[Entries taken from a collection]
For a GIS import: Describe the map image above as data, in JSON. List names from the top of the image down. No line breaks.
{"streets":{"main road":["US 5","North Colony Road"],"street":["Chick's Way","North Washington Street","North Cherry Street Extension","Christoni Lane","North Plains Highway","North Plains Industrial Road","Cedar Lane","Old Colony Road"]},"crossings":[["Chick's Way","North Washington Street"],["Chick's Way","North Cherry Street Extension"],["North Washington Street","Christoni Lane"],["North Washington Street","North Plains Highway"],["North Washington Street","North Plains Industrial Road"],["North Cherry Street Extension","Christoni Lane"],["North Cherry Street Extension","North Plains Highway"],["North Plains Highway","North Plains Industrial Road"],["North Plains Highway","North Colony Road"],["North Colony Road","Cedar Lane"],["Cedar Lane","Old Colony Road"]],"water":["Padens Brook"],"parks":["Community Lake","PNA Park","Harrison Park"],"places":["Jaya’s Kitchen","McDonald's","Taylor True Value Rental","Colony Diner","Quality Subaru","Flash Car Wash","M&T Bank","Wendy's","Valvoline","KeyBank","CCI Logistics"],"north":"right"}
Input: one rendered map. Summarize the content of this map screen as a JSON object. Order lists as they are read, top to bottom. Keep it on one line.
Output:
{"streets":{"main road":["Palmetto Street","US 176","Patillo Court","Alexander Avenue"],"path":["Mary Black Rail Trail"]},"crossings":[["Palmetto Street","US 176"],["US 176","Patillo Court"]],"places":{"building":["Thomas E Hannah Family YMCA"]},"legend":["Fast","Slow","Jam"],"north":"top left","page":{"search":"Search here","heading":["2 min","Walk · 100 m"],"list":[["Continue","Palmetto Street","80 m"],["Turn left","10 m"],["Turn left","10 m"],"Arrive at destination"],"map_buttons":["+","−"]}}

* [What you have to do]: All the records, from the first line to the last: repeat them exactly.

* [Answer box]:
For a GIS import: Describe the map image above as data, in JSON. List names from the top of the image down. No line breaks.
{"streets":{"main road":["US 5","North Colony Road"],"street":["Chick's Way","North Washington Street","North Cherry Street Extension","Christoni Lane","North Plains Highway","North Plains Industrial Road","Cedar Lane","Old Colony Road"]},"crossings":[["Chick's Way","North Washington Street"],["Chick's Way","North Cherry Street Extension"],["North Washington Street","Christoni Lane"],["North Washington Street","North Plains Highway"],["North Washington Street","North Plains Industrial Road"],["North Cherry Street Extension","Christoni Lane"],["North Cherry Street Extension","North Plains Highway"],["North Plains Highway","North Plains Industrial Road"],["North Plains Highway","North Colony Road"],["North Colony Road","Cedar Lane"],["Cedar Lane","Old Colony Road"]],"water":["Padens Brook"],"parks":["Community Lake","PNA Park","Harrison Park"],"places":["Jaya’s Kitchen","McDonald's","Taylor True Value Rental","Colony Diner","Quality Subaru","Flash Car Wash","M&T Bank","Wendy's","Valvoline","KeyBank","CCI Logistics"],"north":"right"}
Input: one rendered map. Summarize the content of this map screen as a JSON object. Order lists as they are read, top to bottom. Keep it on one line.
Output:
{"streets":{"main road":["Palmetto Street","US 176","Patillo Court","Alexander Avenue"],"path":["Mary Black Rail Trail"]},"crossings":[["Palmetto Street","US 176"],["US 176","Patillo Court"]],"places":{"building":["Thomas E Hannah Family YMCA"]},"legend":["Fast","Slow","Jam"],"north":"top left","page":{"search":"Search here","heading":["2 min","Walk · 100 m"],"list":[["Continue","Palmetto Street","80 m"],["Turn left","10 m"],["Turn left","10 m"],"Arrive at destination"],"map_buttons":["+","−"]}}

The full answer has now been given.